On July 31, Connecticut’s Secretary of State announced that no mechanical “lever” voting machines will be used anywhere in the state in the future. This leaves New York as the only state which still expects to use mechanical “lever” voting machines in the future. The old mechanical machines have been rejected because they don’t leave an audit paper trail and because some voters with particular disabilities cannot use them.
Mechanical voting machines have been harmful to minor parties and independent candidates, for decades. It is extremely difficult to cast a write-in, with that type of machine. Also, use of mechanical voting machines encourages elections officials to use party column or party row ballots. By contrast, the optical-scan ballots that will replace the Connecticut machines have a friendlier format. Each office is presented as a separate item.

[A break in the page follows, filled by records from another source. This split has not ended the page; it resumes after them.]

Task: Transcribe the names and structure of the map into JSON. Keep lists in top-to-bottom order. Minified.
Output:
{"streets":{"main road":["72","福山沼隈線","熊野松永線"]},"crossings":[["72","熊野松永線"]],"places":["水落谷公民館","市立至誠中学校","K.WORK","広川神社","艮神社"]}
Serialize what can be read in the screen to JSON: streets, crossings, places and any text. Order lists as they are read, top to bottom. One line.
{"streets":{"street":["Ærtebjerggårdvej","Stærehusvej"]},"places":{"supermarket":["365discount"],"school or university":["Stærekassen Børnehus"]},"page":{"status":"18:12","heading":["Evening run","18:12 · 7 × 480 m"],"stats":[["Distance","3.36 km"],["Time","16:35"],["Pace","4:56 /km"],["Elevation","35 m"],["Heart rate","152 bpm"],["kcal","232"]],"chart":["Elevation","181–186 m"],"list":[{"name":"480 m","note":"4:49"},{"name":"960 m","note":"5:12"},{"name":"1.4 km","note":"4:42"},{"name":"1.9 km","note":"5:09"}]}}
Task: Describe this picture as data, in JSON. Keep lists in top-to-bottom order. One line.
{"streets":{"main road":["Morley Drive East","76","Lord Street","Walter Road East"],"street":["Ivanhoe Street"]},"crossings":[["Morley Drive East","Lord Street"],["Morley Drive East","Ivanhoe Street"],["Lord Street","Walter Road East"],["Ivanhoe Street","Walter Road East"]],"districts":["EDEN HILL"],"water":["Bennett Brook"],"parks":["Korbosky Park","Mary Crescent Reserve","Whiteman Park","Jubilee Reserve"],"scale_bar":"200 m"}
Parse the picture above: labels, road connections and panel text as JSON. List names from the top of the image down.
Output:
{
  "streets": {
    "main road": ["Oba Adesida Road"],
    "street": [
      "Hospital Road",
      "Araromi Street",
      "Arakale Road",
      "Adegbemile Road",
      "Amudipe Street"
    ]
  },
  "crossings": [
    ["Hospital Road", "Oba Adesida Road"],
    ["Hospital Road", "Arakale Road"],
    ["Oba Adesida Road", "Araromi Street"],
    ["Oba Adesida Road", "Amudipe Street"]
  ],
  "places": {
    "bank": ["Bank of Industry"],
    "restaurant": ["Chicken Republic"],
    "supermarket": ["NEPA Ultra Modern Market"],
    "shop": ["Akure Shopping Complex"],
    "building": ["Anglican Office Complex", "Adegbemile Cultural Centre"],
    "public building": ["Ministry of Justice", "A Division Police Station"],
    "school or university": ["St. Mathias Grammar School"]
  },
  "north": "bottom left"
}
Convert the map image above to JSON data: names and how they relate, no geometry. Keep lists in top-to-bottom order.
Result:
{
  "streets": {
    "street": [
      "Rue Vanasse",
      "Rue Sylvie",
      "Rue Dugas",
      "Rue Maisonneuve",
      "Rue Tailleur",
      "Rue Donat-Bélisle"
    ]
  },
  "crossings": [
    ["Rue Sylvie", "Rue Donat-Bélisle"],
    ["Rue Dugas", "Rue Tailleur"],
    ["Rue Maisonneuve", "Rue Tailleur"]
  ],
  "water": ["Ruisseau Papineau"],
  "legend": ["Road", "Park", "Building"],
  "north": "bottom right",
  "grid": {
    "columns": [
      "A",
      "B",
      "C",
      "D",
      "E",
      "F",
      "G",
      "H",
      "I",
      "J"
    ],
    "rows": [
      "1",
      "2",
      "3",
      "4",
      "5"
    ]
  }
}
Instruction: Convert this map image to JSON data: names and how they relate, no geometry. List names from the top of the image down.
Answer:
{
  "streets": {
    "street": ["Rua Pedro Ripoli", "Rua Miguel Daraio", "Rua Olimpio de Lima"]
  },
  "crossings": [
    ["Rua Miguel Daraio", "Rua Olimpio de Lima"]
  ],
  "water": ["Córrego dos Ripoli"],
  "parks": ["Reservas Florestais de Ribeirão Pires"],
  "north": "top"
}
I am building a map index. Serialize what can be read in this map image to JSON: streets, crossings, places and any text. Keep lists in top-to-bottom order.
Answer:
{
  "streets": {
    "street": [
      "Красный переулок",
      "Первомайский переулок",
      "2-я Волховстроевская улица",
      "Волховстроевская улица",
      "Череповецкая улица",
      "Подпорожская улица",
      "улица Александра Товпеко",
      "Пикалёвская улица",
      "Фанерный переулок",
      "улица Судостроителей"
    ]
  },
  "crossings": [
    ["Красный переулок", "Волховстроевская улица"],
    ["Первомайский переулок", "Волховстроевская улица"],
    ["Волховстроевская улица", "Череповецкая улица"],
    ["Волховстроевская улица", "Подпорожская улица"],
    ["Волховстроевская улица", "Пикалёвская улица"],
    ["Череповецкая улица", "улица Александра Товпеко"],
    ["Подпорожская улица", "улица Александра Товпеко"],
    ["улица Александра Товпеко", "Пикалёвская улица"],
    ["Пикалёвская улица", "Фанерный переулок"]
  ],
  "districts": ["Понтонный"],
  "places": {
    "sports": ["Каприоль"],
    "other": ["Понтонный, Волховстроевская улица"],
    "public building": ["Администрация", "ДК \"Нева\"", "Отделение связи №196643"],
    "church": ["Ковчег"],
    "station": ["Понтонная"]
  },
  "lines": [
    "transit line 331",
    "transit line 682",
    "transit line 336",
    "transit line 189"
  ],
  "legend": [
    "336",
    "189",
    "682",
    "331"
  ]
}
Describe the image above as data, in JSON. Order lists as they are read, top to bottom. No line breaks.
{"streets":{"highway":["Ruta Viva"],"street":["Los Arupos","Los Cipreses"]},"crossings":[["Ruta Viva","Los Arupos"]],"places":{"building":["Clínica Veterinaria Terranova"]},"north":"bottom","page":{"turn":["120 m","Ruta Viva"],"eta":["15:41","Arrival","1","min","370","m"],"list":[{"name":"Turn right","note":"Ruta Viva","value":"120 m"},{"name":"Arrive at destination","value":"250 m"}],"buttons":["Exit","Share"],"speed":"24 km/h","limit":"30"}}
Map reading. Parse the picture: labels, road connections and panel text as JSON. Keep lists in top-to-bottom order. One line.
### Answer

This encourages the voter to make an independent choice, as he or she goes from office to office. This, in turn, makes it easier for minor parties to poll a large vote for the less important offices, because people don’t usually care very much which party wins an office like State Treasurer or Auditor.
A final disadvantage for minor parties with “lever” machines has been the tendency for minor party votes not to get reported at all. This is not because of mechanical failure, but the older versions required human beings (after the polls have closed) to examine the back of the machine and manually record the number of votes for each candidate. Over decades, there have been many documented instances when the human beings reading the counters in the back of the machine simply didn’t bother to record the numbers for minor party candidates, sometimes because of the “reason” that their votes were so few anyway, it wasn’t worth bothering to record them.